**About this task**. Your reply should hold the line containing "M537,628L661,221L694,215L829,257" and every later line of the records, reproduced exactly, and no other lines.

#####

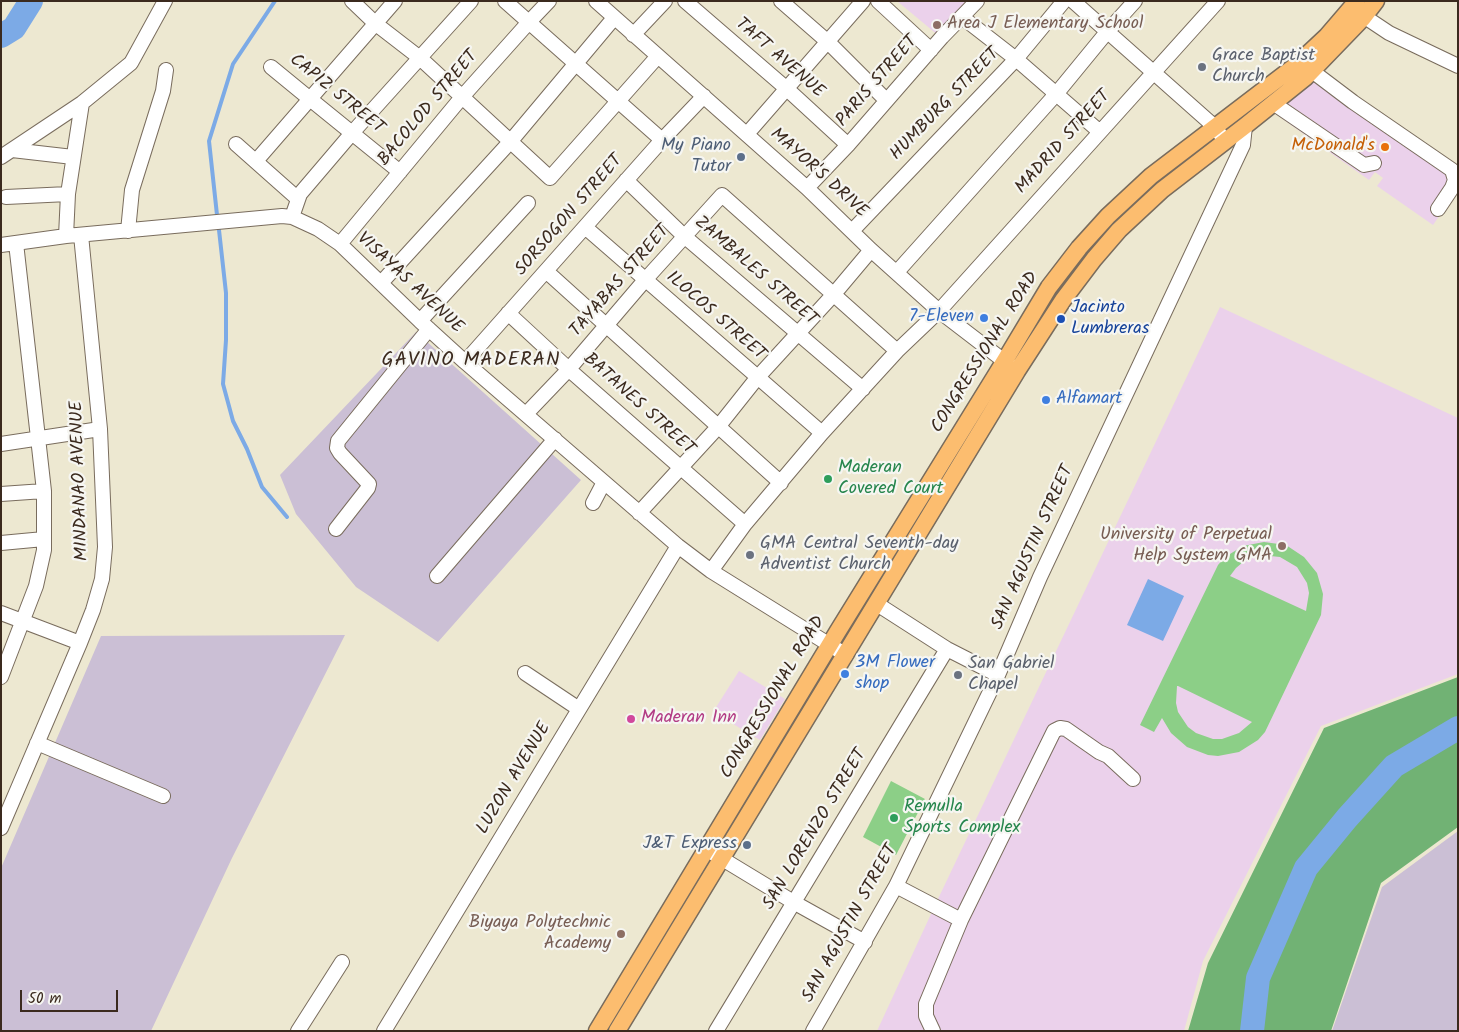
<!DOCTYPE html>
<html>
<head>
<meta charset="utf-8">
<style>
	body { margin:0 }
	#map { position:relative; width:1459px; height:1032px; overflow:hidden; background:#ede8d1; font-family:Kalam,sans-serif }
	canvas { display:block }
	.frame { position:absolute; inset:0; border:2px solid #3b2a1e; pointer-events:none }
	.scale { position:absolute; left:20px; top:990px; width:98px; height:22px; box-sizing:border-box; border:2px solid #3b2a1e; border-top:0; padding-left:6px; font-size:15px; line-height:18px; white-space:nowrap; color:#3b2a1e; -webkit-text-stroke:4px #f6f6f2; paint-order:stroke }
</style>
</head>
<body>
<div id="map">
<canvas width="1459" height="1032"></canvas>
<div class="frame"></div>
<div class="scale">50 m</div>
</div>
<script>
const c = document.querySelector('canvas').getContext('2d');
c.lineJoin = 'round';
function paint(path, color) {
  c.fillStyle = color;
  c.fill(path, 'evenodd');
}
function poly(rows) {
  const path = new Path2D();
  for (const r of rows) {
    path.moveTo(r[0], r[1]);
    for (let i = 2; i < r.length; i += 2) path.lineTo(r[i], r[i + 1]);
  }
  return path;
}
function stroke(path, color, width, dash) {
  c.strokeStyle = color;
  c.lineWidth = width;
  c.lineCap = dash ? 'butt' : 'round';
  c.setLineDash(dash || []);
  c.stroke(path);
}
function label(font, color, halo, rows, align = 'center') {
  c.font = font + ' Kalam,sans-serif';
  c.lineWidth = 4.5;
  c.setLineDash([]);
  c.textBaseline = 'middle';
  c.strokeStyle = halo;
  c.fillStyle = color;
  for (const [text, x, y, turn = 0] of rows) {
    c.save();
    c.translate(x, y);
    c.rotate((+turn || 0) * Math.PI / 180);
    c.textAlign = isNaN(turn) ? turn : align;
    if (halo) c.strokeText(text, 0, 0);
    c.fillText(text, 0, 0);
    c.restore();
  }
}
const built = poly([
	[897,1,969,1,939,36],
	[1314,69,1458,171,1458,189,1433,225,1377,186,1383,178,1375,172,1369,180,1267,108],
	[1220,307,1458,418,1458,674,1321,726,1203,961,1184,1031,877,1031,937,901],
	[739,671,785,699,760,740,713,712]
]);
const industrial = poly([
	[416,332,581,480,438,642,356,587,296,514,280,475],
	[345,635,232,858,151,1031,1,1031,1,868,101,636],
	[1458,831,1458,1031,1332,1031,1382,887]
]);
const green = poly([
	[1264,542,1286,545,1304,557,1317,573,1323,594,1321,615,1265,732,1258,740,1239,752,1218,756,1208,755,1187,747,1171,733,1162,718,1154,732,1140,725,1218,565,1225,557,1243,546],
	[1261,555,1280,557,1297,567,1307,583,1309,593,1306,611,1230,576,1236,568,1243,562,1252,557],
	[1177,686,1178,686,1252,722,1239,733,1222,739,1213,739,1196,733,1188,727,1178,712,1176,703],
	[891,781,925,799,896,855,863,837]
]);
const forest = poly([
	[1458,677,1458,827,1381,883,1331,1031,1188,1031,1208,963,1324,728]
]);
const water = poly([
	[1148,579,1184,596,1163,641,1127,625]
]);
const stream = poly([
	[217,215,209,141,233,64,275,1],
	[219,230,226,293,226,340,223,384,233,421,247,449,262,487,287,517]
]);
const river = poly([
	[1,36,14,28,31,1],
	[1252,1031,1258,978,1306,868,1347,818,1394,766,1458,728]
]);
const minor = poly([
	[352,1,376,24,420,58,550,178,658,56],
	[505,1,662,140],
	[596,1,807,188,871,250,939,311,1012,367],
	[685,1,787,89,848,145],
	[781,1,828,42,886,100],
	[878,1,931,50],
	[1073,1,1215,127,1220,134],
	[962,17,1016,59,1100,132],
	[1365,17,1389,33,1458,66],
	[633,35,665,1],
	[271,67,310,99,400,172],
	[1312,71,1353,102,1452,170,1455,180,1452,188,1438,209],
	[1273,103,1364,165,1374,163],
	[747,134,863,1],
	[236,144,298,199],
	[12,150,73,157],
	[1,157,82,103,131,63,165,1],
	[256,161,395,1],
	[626,180,684,236,863,389],
	[807,188,848,145,942,37,977,1],
	[6,197,68,194],
	[292,217,300,194,352,133,471,1],
	[585,227,822,433],
	[128,231,132,190,163,91,166,70],
	[852,231,1016,59,1064,1],
	[66,236,68,194,82,103],
	[340,244,462,97,529,22,549,1],
	[1,245,66,236,282,216,292,217,318,229,340,244,420,321,465,362,678,546,711,571,846,655],
	[546,271,781,483],
	[897,272,1057,93,1107,32,1135,1],
	[381,283,510,142,614,18],
	[508,313,574,374,745,524],
	[420,321,528,203],
	[465,362,662,140,704,96],
	[526,414,569,369,645,280,722,195,897,351],
	[1,444,100,429],
	[1,494,44,491],
	[593,503,604,482],
	[639,513,718,427,757,378,834,294,871,250],
	[336,529,368,488,369,484,340,453,337,448,338,441,429,329],
	[1,543,44,539],
	[711,571,745,524,822,433,897,351,939,311,1218,1],
	[437,576,555,439],
	[877,604,947,649,998,675],
	[1,613,80,643],
	[525,673,579,709],
	[1,677,36,586,44,550,44,491,16,243],
	[37,743,163,796],
	[1,828,80,643,93,610,102,579,105,547,100,429,81,235],
	[706,849,795,903,865,942],
	[896,886,961,920],
	[298,1031,342,962],
	[384,1031,678,546],
	[716,1031,947,649],
	[813,1031,896,886,998,675,1040,577,1243,145,1245,126],
	[933,1031,926,1016,926,1004,961,920,1054,731,1060,728,1066,729,1099,752,1108,756,1133,779]
]);
const major = poly([
	[597,1031,838,631,1004,362,1049,287,1079,248,1108,216,1151,176,1295,66,1327,36,1357,1],
	[617,1031,1017,371,1063,300,1094,259,1119,230,1162,190,1245,126,1306,77,1363,18,1376,1]
]);
const markers = [
	[937,25,5,"#8d6e63"],
	[1202,67,5,"#6b7280"],
	[1385,147,5,"#e8710a"],
	[741,157,5,"#5c6f8a"],
	[984,318,5,"#3f7fe0"],
	[1061,319,5,"#1a4fb4"],
	[1046,400,5,"#3f7fe0"],
	[828,479,5,"#2e9e5b"],
	[1282,546,5,"#8d6e63"],
	[750,555,5,"#6b7280"],
	[845,674,5,"#3f7fe0"],
	[958,675,5,"#6b7280"],
	[631,719,5,"#d1479c"],
	[894,818,5,"#2e9e5b"],
	[747,845,5,"#5c6f8a"],
	[621,934,5,"#8d6e63"]
];
const educationNames = [
	["Area J Elementary School",947,25,"left"],
	["University of Perpetual",1272,536],
	["Help System GMA",1272,557],
	["Biyaya Polytechnic",611,924],
	["Academy",611,945]
];
const worshipNames = [
	["Grace Baptist",1212,57],
	["Church",1212,78],
	["GMA Central Seventh-day",760,545],
	["Adventist Church",760,566],
	["San Gabriel",968,665],
	["Chapel",968,686]
];
const streetNames = [
	["TAFT AVENUE",779,59,41],
	["PARIS STREET",878,82,-49],
	["CAPIZ STREET",336,95,39],
	["HUMBURG STREET",946,105,-46],
	["BACOLOD STREET",429,109,-50],
	["MADRID STREET",1064,143,-48],
	["MAYOR'S DRIVE",818,174,42],
	["SORSOGON STREET",570,216,-49],
	["ZAMBALES STREET",755,272,41],
	["TAYABAS STREET",621,282,-49],
	["VISAYAS AVENUE",409,284,43],
	["ILOCOS STREET",715,317,41],
	["CONGRESSIONAL ROAD",986,353,-58],
	["BATANES STREET",638,405,42],
	["MINDANAO AVENUE",81,481,-92],
	["SAN AGUSTIN STREET",1034,548,-66],
	["CONGRESSIONAL ROAD",774,698,-59],
	["LUZON AVENUE",515,779,-59],
	["SAN LORENZO STREET",816,830,-59],
	["SAN AGUSTIN STREET",851,924,-61]
];
const serviceNames = [
	["My Piano",731,147],
	["Tutor",731,168],
	["J&T Express",737,845]
];
const foodNames = [
	["McDonald's",1375,147]
];
const transitNames = [
	["Jacinto",1071,309],
	["Lumbreras",1071,330]
];
const shopNames = [
	["7-Eleven",974,318,"right"],
	["Alfamart",1056,400],
	["3M Flower",855,664],
	["shop",855,685]
];
const leisureNames = [
	["Maderan",838,469],
	["Covered Court",838,490],
	["Remulla",904,808],
	["Sports Complex",904,829]
];
const hotelNames = [
	["Maderan Inn",641,719]
];
const quarterNames = [
	["GAVINO MADERAN",471,362]
];
paint(built, '#ebd1eb');
paint(industrial, '#cbbfd5');
paint(green, '#8ccf87');
paint(forest, '#71b274');
paint(water, '#7caae6');
stroke(stream, '#7caae6', 4);
stroke(river, '#7caae6', 24);
stroke(minor, '#796c5d', 16);
stroke(major, '#796c5d', 19);
stroke(minor, '#fff', 14);
stroke(major, '#fcbd6f', 16);
for (const [x, y, r, color] of markers) {
  const dot = new Path2D();
  dot.arc(x, y, r, 0, 2 * Math.PI);
  c.fillStyle = color;
  c.fill(dot);
  stroke(dot, '#f6f6f2', 2);
}
label('18px', '#785e54', '#f6f6f2', educationNames, 'right');
label('18px', '#5b616d', '#f6f6f2', worshipNames, 'left');
label('18px', '#3b2a1e', '#f6f6f2', streetNames);
label('18px', '#4e5e75', '#f6f6f2', serviceNames, 'right');
label('18px', '#c56008', '#f6f6f2', foodNames, 'right');
label('18px', '#164399', '#f6f6f2', transitNames, 'left');
label('18px', '#366cbe', '#f6f6f2', shopNames, 'left');
label('18px', '#27864d', '#f6f6f2', leisureNames, 'left');
label('18px', '#b23c85', '#f6f6f2', hotelNames, 'left');
c.letterSpacing = '1px';
label('20px', '#3b2a1e', '#f6f6f2', quarterNames);
c.letterSpacing = '0px';
</script>
</body>
</html>
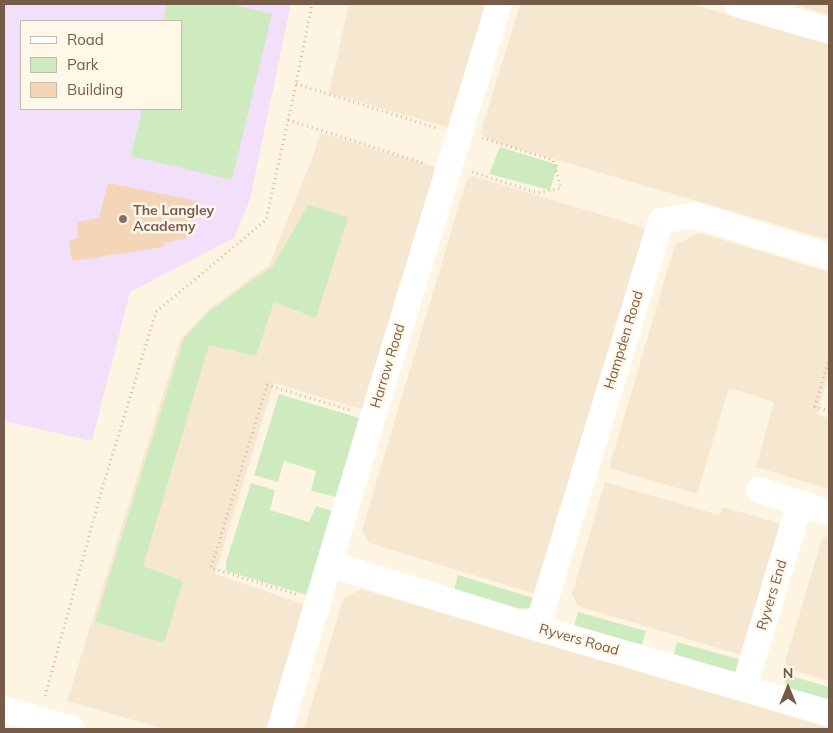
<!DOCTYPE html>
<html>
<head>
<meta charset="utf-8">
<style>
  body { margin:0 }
  #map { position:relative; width:833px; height:733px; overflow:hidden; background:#fdf5e2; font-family:Mulish,sans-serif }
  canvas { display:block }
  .frame { position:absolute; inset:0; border:5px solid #765c47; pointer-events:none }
  .legend { position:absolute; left:20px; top:20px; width:162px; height:90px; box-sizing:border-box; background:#fff8e9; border:1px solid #c8baa8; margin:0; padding:6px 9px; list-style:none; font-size:15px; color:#765c47 }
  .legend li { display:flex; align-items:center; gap:10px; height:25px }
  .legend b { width:25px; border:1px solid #c8baa8 }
  .north { position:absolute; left:763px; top:663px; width:50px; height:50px; -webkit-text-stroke:4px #fff8e9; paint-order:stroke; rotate:0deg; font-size:14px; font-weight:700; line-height:20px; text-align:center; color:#765c47 }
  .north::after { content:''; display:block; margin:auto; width:18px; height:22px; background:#765c47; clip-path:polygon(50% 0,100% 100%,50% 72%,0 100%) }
</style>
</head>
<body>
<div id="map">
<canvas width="833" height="733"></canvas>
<div class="frame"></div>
<ul class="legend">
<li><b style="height:6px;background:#fff"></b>Road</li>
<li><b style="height:14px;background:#ceebc0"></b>Park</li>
<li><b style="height:14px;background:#f4d5b8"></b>Building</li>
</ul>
<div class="north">N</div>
</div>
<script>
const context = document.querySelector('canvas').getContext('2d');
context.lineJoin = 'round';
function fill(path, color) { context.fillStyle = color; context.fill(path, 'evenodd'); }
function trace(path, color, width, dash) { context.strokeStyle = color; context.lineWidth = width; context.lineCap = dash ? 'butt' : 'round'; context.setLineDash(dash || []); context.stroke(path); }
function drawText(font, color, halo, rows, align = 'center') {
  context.font = font + ' Mulish,sans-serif'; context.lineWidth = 5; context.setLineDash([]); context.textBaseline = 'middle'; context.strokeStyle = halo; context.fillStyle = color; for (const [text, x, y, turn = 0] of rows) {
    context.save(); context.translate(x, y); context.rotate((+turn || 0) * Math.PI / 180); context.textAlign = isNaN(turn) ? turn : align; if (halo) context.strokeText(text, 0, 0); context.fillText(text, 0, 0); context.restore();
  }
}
const residential = new Path2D(`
  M349,4H489L450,128L329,93Z
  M520,4H692L829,44V240L486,139L481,132Z
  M791,4H829V15Z
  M320,133L438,168L364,410L274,383L215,574L309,606L272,729H164L67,701L180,340L209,309L269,265L313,157Z
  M473,176L642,227L648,236L544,585L532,593L369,543L362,530L467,179Z
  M700,233L829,272V374L817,414L829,418V489L756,467L774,402L729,388L697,494L609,468L675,245Z
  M605,482L719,515L723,507L785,525L741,655L578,606L572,594Z
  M823,536L829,538V681L789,669L785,662Z
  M361,589L829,728V729H304L343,599Z`);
const education = new Path2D(`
  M4,4H291L250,199L234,238L130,292L92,441L4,421ZM21,21H181V109H21Z`);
const green = new Path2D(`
  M167,4H228L272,14L232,180L131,156L142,109H181V21H163Z
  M500,147L558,165L550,190L489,174Z
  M308,205L348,217L316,318L274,302L256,356L209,345L143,566L183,581L164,643L95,622L184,338L211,310L273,266Z
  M279,394L366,420L344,499L311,491L316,471L284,461L278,482L254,475Z
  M251,483L275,490L270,510L309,522L316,506L339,513L311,596L226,571V562Z
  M458,575L540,600L531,608L514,609L454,590Z
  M578,612L646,631L642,645L574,626Z
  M677,642L749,662L742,669L735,672L673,657Z
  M784,674L829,687V702L787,692Z`);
const building = new Path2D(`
  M108,183L198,201L185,239L163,243L164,247L72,261L69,241L78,237L77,222L99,218Z`);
const path = new Path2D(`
  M296,84L437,128
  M288,120L426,164
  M472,172L538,193L561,188L553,160L482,138
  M829,358L815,407L829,411
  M296,594L211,568L267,385L350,410
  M45,696L102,489L156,312L266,220L296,84L312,4`);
const minor = new Path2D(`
  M737,4L829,31
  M759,490L829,513
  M330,564L537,628L829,713
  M537,628L661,221L694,215L829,257
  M744,688L800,503
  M4,709L72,729
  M280,729L373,417L499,4`);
const markers = [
  [123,219,5,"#8d6e63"]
];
const educationNames = [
  ["The Langley",133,211],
  ["Academy",133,227]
];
const streetNames = [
  ["Hampden Road",624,340,-73],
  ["Harrow Road",388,366,-73],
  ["Ryvers End",772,595,-73],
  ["Ryvers Road",579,640,16]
];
fill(residential, '#f5e7d0');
fill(education, '#f2dff9');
fill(green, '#ceebc0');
fill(building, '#f4d5b8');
trace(path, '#d9b89b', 3, [1, 4]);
trace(minor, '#fff', 26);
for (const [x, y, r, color] of markers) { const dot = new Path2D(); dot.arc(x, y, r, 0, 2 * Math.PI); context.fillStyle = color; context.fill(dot); trace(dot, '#fff8e9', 2); }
drawText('bold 14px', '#785e54', '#fff8e9', educationNames, 'left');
drawText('14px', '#765c47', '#fff8e9', streetNames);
</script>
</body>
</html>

#####

**Result of the task**.
  M537,628L661,221L694,215L829,257
  M744,688L800,503
  M4,709L72,729
  M280,729L373,417L499,4`);
const markers = [
  [123,219,5,"#8d6e63"]
];
const educationNames = [
  ["The Langley",133,211],
  ["Academy",133,227]
];
const streetNames = [
  ["Hampden Road",624,340,-73],
  ["Harrow Road",388,366,-73],
  ["Ryvers End",772,595,-73],
  ["Ryvers Road",579,640,16]
];
fill(residential, '#f5e7d0');
fill(education, '#f2dff9');
fill(green, '#ceebc0');
fill(building, '#f4d5b8');
trace(path, '#d9b89b', 3, [1, 4]);
trace(minor, '#fff', 26);
for (const [x, y, r, color] of markers) { const dot = new Path2D(); dot.arc(x, y, r, 0, 2 * Math.PI); context.fillStyle = color; context.fill(dot); trace(dot, '#fff8e9', 2); }
drawText('bold 14px', '#785e54', '#fff8e9', educationNames, 'left');
drawText('14px', '#765c47', '#fff8e9', streetNames);
</script>
</body>
</html>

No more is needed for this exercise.